SOURCE DATA:

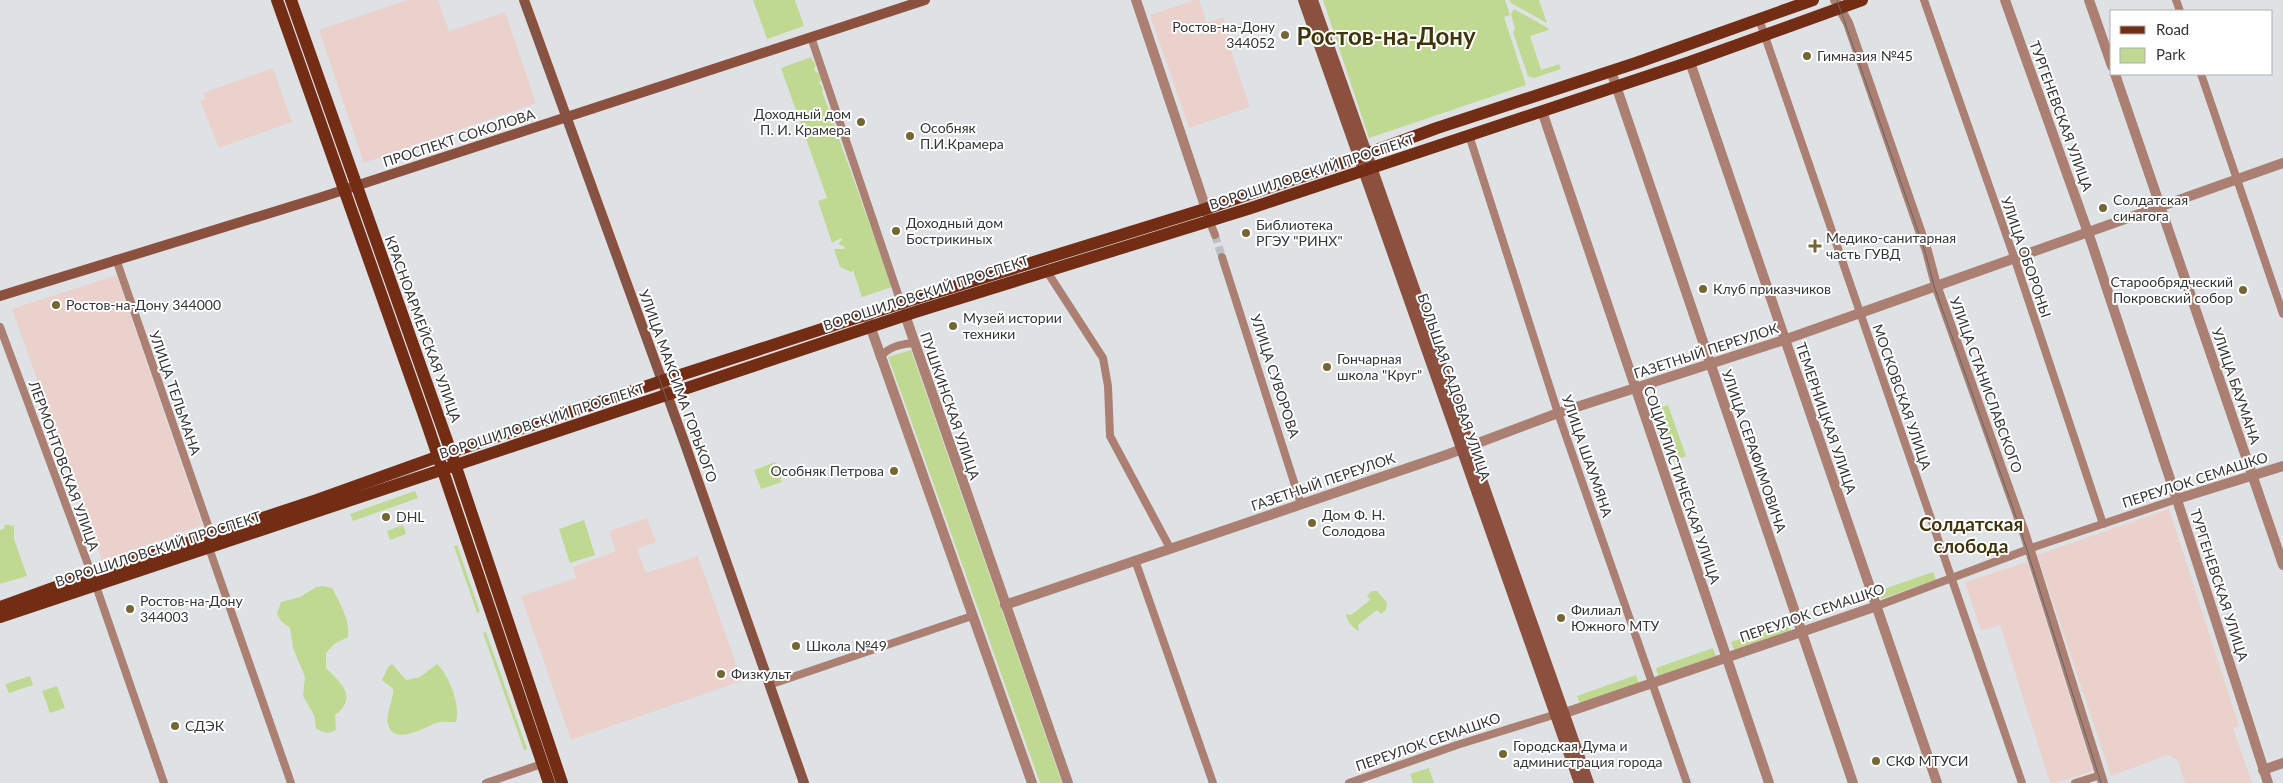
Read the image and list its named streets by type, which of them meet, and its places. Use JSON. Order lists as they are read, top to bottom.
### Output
{
  "streets": {
    "main road": [
      "ПРОСПЕКТ СОКОЛОВА",
      "ВОРОШИЛОВСКИЙ ПРОСПЕКТ",
      "КРАСНОАРМЕЙСКАЯ УЛИЦА",
      "УЛИЦА МАКСИМА ГОРЬКОГО",
      "БОЛЬШАЯ САДОВАЯ УЛИЦА"
    ],
    "street": [
      "ТУРГЕНЕВСКАЯ УЛИЦА",
      "УЛИЦА ОБОРОНЫ",
      "ГАЗЕТНЫЙ ПЕРЕУЛОК",
      "УЛИЦА СУВОРОВА",
      "УЛИЦА СТАНИСЛАВСКОГО",
      "УЛИЦА БАУМАНА",
      "УЛИЦА ТЕЛЬМАНА",
      "МОСКОВСКАЯ УЛИЦА",
      "ПУШКИНСКАЯ УЛИЦА",
      "ТЕМЕРНИЦКАЯ УЛИЦА",
      "УЛИЦА СЕРАФИМОВИЧА",
      "УЛИЦА ШАУМЯНА",
      "ЛЕРМОНТОВСКАЯ УЛИЦА",
      "ПЕРЕУЛОК СЕМАШКО",
      "СОЦИАЛИСТИЧЕСКАЯ УЛИЦА"
    ]
  },
  "crossings": [
    ["ТУРГЕНЕВСКАЯ УЛИЦА", "ГАЗЕТНЫЙ ПЕРЕУЛОК"],
    ["ТУРГЕНЕВСКАЯ УЛИЦА", "ПЕРЕУЛОК СЕМАШКО"],
    ["ПРОСПЕКТ СОКОЛОВА", "КРАСНОАРМЕЙСКАЯ УЛИЦА"],
    ["ПРОСПЕКТ СОКОЛОВА", "УЛИЦА МАКСИМА ГОРЬКОГО"],
    ["ПРОСПЕКТ СОКОЛОВА", "УЛИЦА ТЕЛЬМАНА"],
    ["ПРОСПЕКТ СОКОЛОВА", "ПУШКИНСКАЯ УЛИЦА"],
    ["ВОРОШИЛОВСКИЙ ПРОСПЕКТ", "КРАСНОАРМЕЙСКАЯ УЛИЦА"],
    ["ВОРОШИЛОВСКИЙ ПРОСПЕКТ", "УЛИЦА СТАНИСЛАВСКОГО"],
    ["ВОРОШИЛОВСКИЙ ПРОСПЕКТ", "УЛИЦА МАКСИМА ГОРЬКОГО"],
    ["ВОРОШИЛОВСКИЙ ПРОСПЕКТ", "БОЛЬШАЯ САДОВАЯ УЛИЦА"],
    ["ВОРОШИЛОВСКИЙ ПРОСПЕКТ", "УЛИЦА ТЕЛЬМАНА"],
    ["ВОРОШИЛОВСКИЙ ПРОСПЕКТ", "МОСКОВСКАЯ УЛИЦА"],
    ["ВОРОШИЛОВСКИЙ ПРОСПЕКТ", "ПУШКИНСКАЯ УЛИЦА"],
    ["ВОРОШИЛОВСКИЙ ПРОСПЕКТ", "ТЕМЕРНИЦКАЯ УЛИЦА"],
    ["ВОРОШИЛОВСКИЙ ПРОСПЕКТ", "УЛИЦА СЕРАФИМОВИЧА"],
    ["ВОРОШИЛОВСКИЙ ПРОСПЕКТ", "УЛИЦА ШАУМЯНА"],
    ["ВОРОШИЛОВСКИЙ ПРОСПЕКТ", "ЛЕРМОНТОВСКАЯ УЛИЦА"],
    ["ВОРОШИЛОВСКИЙ ПРОСПЕКТ", "СОЦИАЛИСТИЧЕСКАЯ УЛИЦА"],
    ["УЛИЦА ОБОРОНЫ", "ГАЗЕТНЫЙ ПЕРЕУЛОК"],
    ["УЛИЦА ОБОРОНЫ", "ПЕРЕУЛОК СЕМАШКО"],
    ["ГАЗЕТНЫЙ ПЕРЕУЛОК", "УЛИЦА СУВОРОВА"],
    ["ГАЗЕТНЫЙ ПЕРЕУЛОК", "УЛИЦА СТАНИСЛАВСКОГО"],
    ["ГАЗЕТНЫЙ ПЕРЕУЛОК", "УЛИЦА БАУМАНА"],
    ["ГАЗЕТНЫЙ ПЕРЕУЛОК", "БОЛЬШАЯ САДОВАЯ УЛИЦА"],
    ["ГАЗЕТНЫЙ ПЕРЕУЛОК", "МОСКОВСКАЯ УЛИЦА"],
    ["ГАЗЕТНЫЙ ПЕРЕУЛОК", "ПУШКИНСКАЯ УЛИЦА"],
    ["ГАЗЕТНЫЙ ПЕРЕУЛОК", "ТЕМЕРНИЦКАЯ УЛИЦА"],
    ["ГАЗЕТНЫЙ ПЕРЕУЛОК", "УЛИЦА СЕРАФИМОВИЧА"],
    ["ГАЗЕТНЫЙ ПЕРЕУЛОК", "УЛИЦА ШАУМЯНА"],
    ["ГАЗЕТНЫЙ ПЕРЕУЛОК", "СОЦИАЛИСТИЧЕСКАЯ УЛИЦА"],
    ["УЛИЦА СТАНИСЛАВСКОГО", "ПЕРЕУЛОК СЕМАШКО"],
    ["УЛИЦА БАУМАНА", "ПЕРЕУЛОК СЕМАШКО"],
    ["БОЛЬШАЯ САДОВАЯ УЛИЦА", "ПЕРЕУЛОК СЕМАШКО"],
    ["МОСКОВСКАЯ УЛИЦА", "ПЕРЕУЛОК СЕМАШКО"],
    ["ТЕМЕРНИЦКАЯ УЛИЦА", "ПЕРЕУЛОК СЕМАШКО"],
    ["УЛИЦА СЕРАФИМОВИЧА", "ПЕРЕУЛОК СЕМАШКО"],
    ["УЛИЦА ШАУМЯНА", "ПЕРЕУЛОК СЕМАШКО"],
    ["ПЕРЕУЛОК СЕМАШКО", "СОЦИАЛИСТИЧЕСКАЯ УЛИЦА"]
  ],
  "districts": ["Ростов-на-Дону", "Солдатская слобода"],
  "places": {
    "other": [
      "Ростов-на-Дону 344052",
      "Гимназия №45",
      "Доходный дом П. И. Крамера",
      "Особняк П.И.Крамера",
      "Солдатская синагога",
      "Доходный дом Бострикиных",
      "Библиотека РГЭУ \"РИНХ\"",
      "Клуб приказчиков",
      "Старообрядческий Покровский собор",
      "Ростов-на-Дону 344000",
      "Музей истории техники",
      "Гончарная школа \"Круг\"",
      "Особняк Петрова",
      "DHL",
      "Дом Ф. Н. Солодова",
      "Ростов-на-Дону 344003",
      "Филиал Южного МТУ",
      "Школа №49",
      "Физкульт",
      "СДЭК",
      "Городская Дума и администрация города",
      "СКФ МТУСИ"
    ],
    "health": ["Медико-санитарная часть ГУВД"]
  },
  "legend": ["Road", "Park"]
}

EXERCISE DIRECTIONS: Pictures should be left out when the records above are restated exactly.

WRITTEN RESPONSE:
Read the image and list its named streets by type, which of them meet, and its places. Use JSON. Order lists as they are read, top to bottom.
### Output
{
  "streets": {
    "main road": [
      "ПРОСПЕКТ СОКОЛОВА",
      "ВОРОШИЛОВСКИЙ ПРОСПЕКТ",
      "КРАСНОАРМЕЙСКАЯ УЛИЦА",
      "УЛИЦА МАКСИМА ГОРЬКОГО",
      "БОЛЬШАЯ САДОВАЯ УЛИЦА"
    ],
    "street": [
      "ТУРГЕНЕВСКАЯ УЛИЦА",
      "УЛИЦА ОБОРОНЫ",
      "ГАЗЕТНЫЙ ПЕРЕУЛОК",
      "УЛИЦА СУВОРОВА",
      "УЛИЦА СТАНИСЛАВСКОГО",
      "УЛИЦА БАУМАНА",
      "УЛИЦА ТЕЛЬМАНА",
      "МОСКОВСКАЯ УЛИЦА",
      "ПУШКИНСКАЯ УЛИЦА",
      "ТЕМЕРНИЦКАЯ УЛИЦА",
      "УЛИЦА СЕРАФИМОВИЧА",
      "УЛИЦА ШАУМЯНА",
      "ЛЕРМОНТОВСКАЯ УЛИЦА",
      "ПЕРЕУЛОК СЕМАШКО",
      "СОЦИАЛИСТИЧЕСКАЯ УЛИЦА"
    ]
  },
  "crossings": [
    ["ТУРГЕНЕВСКАЯ УЛИЦА", "ГАЗЕТНЫЙ ПЕРЕУЛОК"],
    ["ТУРГЕНЕВСКАЯ УЛИЦА", "ПЕРЕУЛОК СЕМАШКО"],
    ["ПРОСПЕКТ СОКОЛОВА", "КРАСНОАРМЕЙСКАЯ УЛИЦА"],
    ["ПРОСПЕКТ СОКОЛОВА", "УЛИЦА МАКСИМА ГОРЬКОГО"],
    ["ПРОСПЕКТ СОКОЛОВА", "УЛИЦА ТЕЛЬМАНА"],
    ["ПРОСПЕКТ СОКОЛОВА", "ПУШКИНСКАЯ УЛИЦА"],
    ["ВОРОШИЛОВСКИЙ ПРОСПЕКТ", "КРАСНОАРМЕЙСКАЯ УЛИЦА"],
    ["ВОРОШИЛОВСКИЙ ПРОСПЕКТ", "УЛИЦА СТАНИСЛАВСКОГО"],
    ["ВОРОШИЛОВСКИЙ ПРОСПЕКТ", "УЛИЦА МАКСИМА ГОРЬКОГО"],
    ["ВОРОШИЛОВСКИЙ ПРОСПЕКТ", "БОЛЬШАЯ САДОВАЯ УЛИЦА"],
    ["ВОРОШИЛОВСКИЙ ПРОСПЕКТ", "УЛИЦА ТЕЛЬМАНА"],
    ["ВОРОШИЛОВСКИЙ ПРОСПЕКТ", "МОСКОВСКАЯ УЛИЦА"],
    ["ВОРОШИЛОВСКИЙ ПРОСПЕКТ", "ПУШКИНСКАЯ УЛИЦА"],
    ["ВОРОШИЛОВСКИЙ ПРОСПЕКТ", "ТЕМЕРНИЦКАЯ УЛИЦА"],
    ["ВОРОШИЛОВСКИЙ ПРОСПЕКТ", "УЛИЦА СЕРАФИМОВИЧА"],
    ["ВОРОШИЛОВСКИЙ ПРОСПЕКТ", "УЛИЦА ШАУМЯНА"],
    ["ВОРОШИЛОВСКИЙ ПРОСПЕКТ", "ЛЕРМОНТОВСКАЯ УЛИЦА"],
    ["ВОРОШИЛОВСКИЙ ПРОСПЕКТ", "СОЦИАЛИСТИЧЕСКАЯ УЛИЦА"],
    ["УЛИЦА ОБОРОНЫ", "ГАЗЕТНЫЙ ПЕРЕУЛОК"],
    ["УЛИЦА ОБОРОНЫ", "ПЕРЕУЛОК СЕМАШКО"],
    ["ГАЗЕТНЫЙ ПЕРЕУЛОК", "УЛИЦА СУВОРОВА"],
    ["ГАЗЕТНЫЙ ПЕРЕУЛОК", "УЛИЦА СТАНИСЛАВСКОГО"],
    ["ГАЗЕТНЫЙ ПЕРЕУЛОК", "УЛИЦА БАУМАНА"],
    ["ГАЗЕТНЫЙ ПЕРЕУЛОК", "БОЛЬШАЯ САДОВАЯ УЛИЦА"],
    ["ГАЗЕТНЫЙ ПЕРЕУЛОК", "МОСКОВСКАЯ УЛИЦА"],
    ["ГАЗЕТНЫЙ ПЕРЕУЛОК", "ПУШКИНСКАЯ УЛИЦА"],
    ["ГАЗЕТНЫЙ ПЕРЕУЛОК", "ТЕМЕРНИЦКАЯ УЛИЦА"],
    ["ГАЗЕТНЫЙ ПЕРЕУЛОК", "УЛИЦА СЕРАФИМОВИЧА"],
    ["ГАЗЕТНЫЙ ПЕРЕУЛОК", "УЛИЦА ШАУМЯНА"],
    ["ГАЗЕТНЫЙ ПЕРЕУЛОК", "СОЦИАЛИСТИЧЕСКАЯ УЛИЦА"],
    ["УЛИЦА СТАНИСЛАВСКОГО", "ПЕРЕУЛОК СЕМАШКО"],
    ["УЛИЦА БАУМАНА", "ПЕРЕУЛОК СЕМАШКО"],
    ["БОЛЬШАЯ САДОВАЯ УЛИЦА", "ПЕРЕУЛОК СЕМАШКО"],
    ["МОСКОВСКАЯ УЛИЦА", "ПЕРЕУЛОК СЕМАШКО"],
    ["ТЕМЕРНИЦКАЯ УЛИЦА", "ПЕРЕУЛОК СЕМАШКО"],
    ["УЛИЦА СЕРАФИМОВИЧА", "ПЕРЕУЛОК СЕМАШКО"],
    ["УЛИЦА ШАУМЯНА", "ПЕРЕУЛОК СЕМАШКО"],
    ["ПЕРЕУЛОК СЕМАШКО", "СОЦИАЛИСТИЧЕСКАЯ УЛИЦА"]
  ],
  "districts": ["Ростов-на-Дону", "Солдатская слобода"],
  "places": {
    "other": [
      "Ростов-на-Дону 344052",
      "Гимназия №45",
      "Доходный дом П. И. Крамера",
      "Особняк П.И.Крамера",
      "Солдатская синагога",
      "Доходный дом Бострикиных",
      "Библиотека РГЭУ \"РИНХ\"",
      "Клуб приказчиков",
      "Старообрядческий Покровский собор",
      "Ростов-на-Дону 344000",
      "Музей истории техники",
      "Гончарная школа \"Круг\"",
      "Особняк Петрова",
      "DHL",
      "Дом Ф. Н. Солодова",
      "Ростов-на-Дону 344003",
      "Филиал Южного МТУ",
      "Школа №49",
      "Физкульт",
      "СДЭК",
      "Городская Дума и администрация города",
      "СКФ МТУСИ"
    ],
    "health": ["Медико-санитарная часть ГУВД"]
  },
  "legend": ["Road", "Park"]
}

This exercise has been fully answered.